4. De vorderingen in hoger beroep
In principaal appel
4.1
Ludinga heeft bij memorie van grieven haar vordering gewijzigd. De vorderingen in appel zijn gebaseerd op de subsidiaire grondslag van haar vordering in eerste aanleg, namelijk dat Accolade de verplichting op zich heeft genomen tot de bouw van appartementen op de vier bouwvlekken en daarmee in gebreke is gebleven. Ludinga vordert in hoger beroep primair een verklaring voor recht dat Accolade is gehouden tot ontwikkeling en exploitatie en/of verkoop van de appartementen op de vier bouwvlekken en dat Accolade daarin toerekenbaar is tekortgeschoten.
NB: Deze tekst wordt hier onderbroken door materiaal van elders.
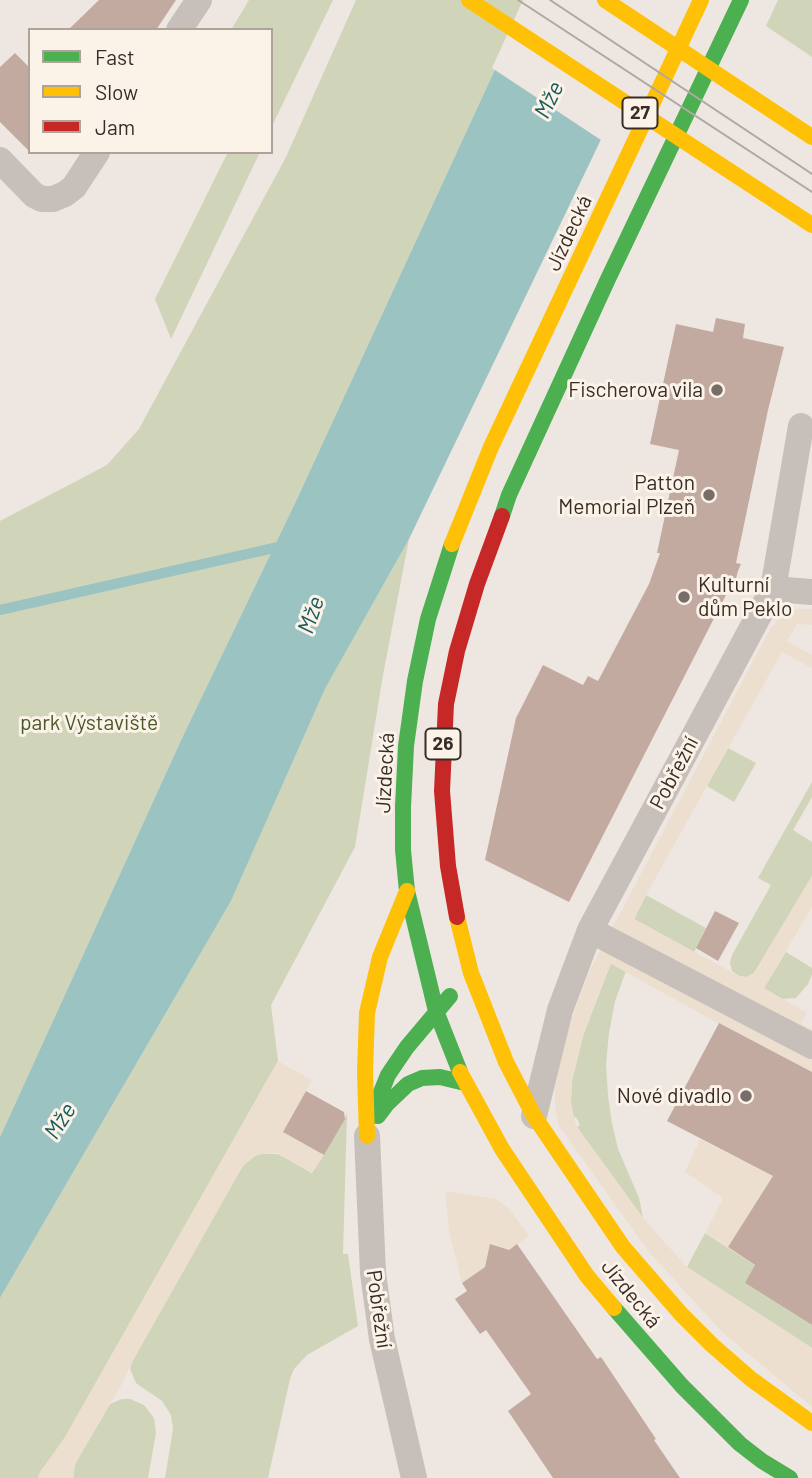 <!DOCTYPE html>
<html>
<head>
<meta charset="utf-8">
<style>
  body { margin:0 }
  #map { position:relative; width:812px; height:1478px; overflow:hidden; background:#eee7e1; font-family:Barlow,sans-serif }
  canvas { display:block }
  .legend { position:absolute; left:28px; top:28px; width:245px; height:126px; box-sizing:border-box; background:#fbf2e8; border:2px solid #ada39b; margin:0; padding:9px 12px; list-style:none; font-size:21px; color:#392c27 }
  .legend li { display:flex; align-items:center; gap:14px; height:35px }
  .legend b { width:35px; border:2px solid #ada39b }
</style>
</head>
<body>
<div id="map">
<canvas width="812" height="1478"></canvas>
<ul class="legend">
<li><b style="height:9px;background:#4caf50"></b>Fast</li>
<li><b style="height:9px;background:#ffc107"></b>Slow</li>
<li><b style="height:9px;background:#c62828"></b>Jam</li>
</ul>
</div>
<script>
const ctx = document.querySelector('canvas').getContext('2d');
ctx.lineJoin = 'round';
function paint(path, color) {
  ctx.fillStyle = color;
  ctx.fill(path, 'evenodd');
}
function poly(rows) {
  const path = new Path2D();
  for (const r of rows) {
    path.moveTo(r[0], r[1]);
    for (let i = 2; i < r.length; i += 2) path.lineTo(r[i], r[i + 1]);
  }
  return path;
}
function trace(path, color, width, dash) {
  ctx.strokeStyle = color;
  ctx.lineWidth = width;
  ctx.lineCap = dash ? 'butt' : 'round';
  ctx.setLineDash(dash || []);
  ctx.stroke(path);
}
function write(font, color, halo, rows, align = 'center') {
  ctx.font = font + ' Barlow,sans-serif';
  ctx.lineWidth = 6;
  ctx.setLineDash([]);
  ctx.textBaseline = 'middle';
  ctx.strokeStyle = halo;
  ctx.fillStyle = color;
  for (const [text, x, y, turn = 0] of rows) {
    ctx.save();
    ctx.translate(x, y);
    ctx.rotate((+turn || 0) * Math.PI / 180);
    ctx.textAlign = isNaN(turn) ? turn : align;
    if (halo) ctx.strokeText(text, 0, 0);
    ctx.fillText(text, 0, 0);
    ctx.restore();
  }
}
const green = poly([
  [249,0,333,0,271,128,271,30,231,30],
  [356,0,527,0,297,499,183,736,0,1137,0,521,107,465,139,429,286,157],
  [778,0,812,0,812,57,766,26],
  [228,152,260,152,171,339,155,299],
  [409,539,383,675,355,847,271,1005,278,1061,59,1448,40,1472,38,1478,0,1478,0,1298,231,901,325,689],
  [728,748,756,763,734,802,707,786],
  [812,782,812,797,793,830,812,842,812,876,754,973,746,977,739,976,732,971,730,963,732,955,771,885,758,878],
  [646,895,706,928,694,952,634,919],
  [786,952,812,968,812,974,808,984,796,998,782,999,764,988],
  [611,963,626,971,615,1001,609,1033,606,1064,608,1096,612,1123,618,1149,639,1198,643,1218,577,1127,580,1125,576,1117,574,1118,571,1103,572,1081,583,1036],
  [347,1114,343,1254,348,1254,358,1326,307,1355,294,1369,290,1379,268,1478,165,1478,173,1429,171,1415,162,1401,136,1383,130,1369,132,1362,242,1166,255,1156,261,1154,278,1154,312,1173,324,1155],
  [705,1233,756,1266,745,1283,812,1325,812,1348,687,1267],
  [122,1399,130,1399,144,1405,154,1418,156,1433,148,1478,73,1478,75,1464,107,1409,110,1404]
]);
const plaza = poly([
  [797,609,812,609,812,625,797,624,787,641,812,655,812,668,782,652,646,895,634,919,739,976,746,977,755,973,812,876,812,907,764,988,807,1013,801,1024,812,1029,812,1072,734,1032,611,964,606,974,583,1036,572,1081,571,1103,574,1118,577,1127,643,1218,687,1267,812,1348,812,1407,722,1332,648,1251,559,1126,555,1108,555,1088,561,1057,571,1020,588,974,771,627,784,614],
  [278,1061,312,1080,283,1132,324,1155,311,1173,278,1153,261,1154,255,1156,243,1166,132,1362,122,1384,75,1464,73,1478,38,1478,40,1472,65,1437],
  [700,1139,812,1196,753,1209,728,1247,705,1233,723,1198,685,1172],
  [445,1191,497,1199,510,1210,529,1236,462,1283,449,1231]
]);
const water = poly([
  [527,0,668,0,409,539,325,689,231,901,0,1298,0,1137,183,736,297,499]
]);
const pier = poly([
  [523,0,672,0,604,142,492,68]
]);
const stream = poly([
  [0,610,287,545]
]);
const building = poly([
  [99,0,176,0,156,30,68,30],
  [15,53,30,68,30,152,0,122,0,67],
  [716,318,745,324,743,338,784,347,768,410,736,563,741,564,738,571,733,590,729,589,569,902,485,860,516,718,543,665,583,685,588,676,598,681,649,584,660,553,657,553,679,450,650,444,676,324,713,332],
  [715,911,739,923,718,961,696,948],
  [719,1023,812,1072,812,1325,745,1283,755,1265,728,1247,773,1176,667,1121],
  [306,1091,344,1112,345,1119,324,1155,283,1132],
  [490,1244,509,1250,517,1244,597,1359,601,1357,656,1439,654,1440,680,1478,553,1478,508,1411,531,1394,486,1330,480,1334,455,1299,467,1291,462,1283,485,1267]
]);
const street = poly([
  [179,30,199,0],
  [0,160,34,195,42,199,53,199,65,194,74,187,97,152],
  [773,589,812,592],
  [590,930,812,1046],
  [534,1116,560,1010,590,930,773,589,801,426],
  [367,1136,373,1273,382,1339,414,1478]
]);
const fast = poly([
  [502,516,509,495,608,279,741,0],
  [452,544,428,619,415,681,406,746,403,807,403,850,407,891,436,1011,460,1072],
  [378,1116,387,1104,408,1084,422,1078,440,1077,465,1083],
  [371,1117,388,1075,407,1047,450,996],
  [614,1308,682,1386,740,1444,762,1461,790,1478]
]);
const slow = poly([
  [452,544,491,447,701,0],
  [457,917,471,973,506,1062,534,1116,623,1247,681,1314,712,1345,751,1379,812,1423],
  [460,1072,502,1149,587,1276,614,1308],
  [367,1136,365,1072,367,1013,380,957,407,891]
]);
const jam = poly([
  [457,917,448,866,442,791,446,704,457,651,477,584,502,516]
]);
const tram = poly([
  [518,0,812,192],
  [550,0,812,174]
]);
const slowBridge = poly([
  [469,0,812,225],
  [605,0,812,137]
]);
const markers = [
  [717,390,7,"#786d68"],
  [709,495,7,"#786d68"],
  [684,597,7,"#786d68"],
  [746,1096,7,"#786d68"]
];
const shields = [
  [640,113,35],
  [443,744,35]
];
const shieldNames = [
  ["27",640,113],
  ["26",443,744]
];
const streetNames = [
  ["Jízdecká",569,233,-65],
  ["Jízdecká",385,773,-87],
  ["Pobřežní",674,773,-62],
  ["Jízdecká",631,1294,51],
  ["Pobřežní",379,1309,82]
];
const poiNames = [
  ["Fischerova vila",703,390],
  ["Patton",695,483],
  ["Memorial Plzeň",695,507],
  ["Kulturní",698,585,"left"],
  ["dům Peklo",698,609,"left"],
  ["Nové divadlo",732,1096]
];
const parkNames = [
  ["park Výstaviště",89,723]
];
const waterNames = [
  ["Mže",549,100,-64],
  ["Mže",311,615,-71],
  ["Mže",60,1121,-57]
];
paint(green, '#d0d4b9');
paint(plaza, '#eddfcf');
paint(water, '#9bc3c2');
paint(pier, '#eee7e1');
trace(stream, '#9bc3c2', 10);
paint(building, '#c3aaa1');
trace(street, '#c7bfb9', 26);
trace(fast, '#4caf50', 16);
trace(slow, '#ffc107', 16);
trace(jam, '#c62828', 16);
trace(tram, '#afa8a4', 2);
trace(slowBridge, '#ffc107', 16);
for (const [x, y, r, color] of markers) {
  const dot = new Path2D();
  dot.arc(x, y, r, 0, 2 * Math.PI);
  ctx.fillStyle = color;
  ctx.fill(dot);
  trace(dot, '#fbf2e8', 2.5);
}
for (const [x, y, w] of shields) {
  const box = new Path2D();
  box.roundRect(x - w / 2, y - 15.5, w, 31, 5);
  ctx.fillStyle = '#fbf2e8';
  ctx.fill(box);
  trace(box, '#392c27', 2);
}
write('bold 19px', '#392c27', null, shieldNames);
write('21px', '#392c27', '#fbf2e8', streetNames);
write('21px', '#392c27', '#fbf2e8', poiNames, 'right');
write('21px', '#495929', '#fbf2e8', parkNames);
write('italic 23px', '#195b5e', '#fbf2e8', waterNames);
</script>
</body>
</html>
Voorts vordert zij betaling van schadevergoeding nader op te maken bij staat.
Subsidiair vordert Ludinga de nakoming van de verplichting tot ontwikkeling en exploitatie en/of verkoop van de appartementen op de vier bouwvlekken door Accolade, of straffe van een dwangsom van € 10.000,- per dag voor elke dag dat Accolade in gebreke blijft binnen vijf maanden na het arrest van het hof een ontvankelijke omgevingsvergunning aan te vragen en in gebreke blijft om binnen drie maanden na het verkrijgen van formele rechtskracht van deze omgevingsvergunning te beginnen met de bouw.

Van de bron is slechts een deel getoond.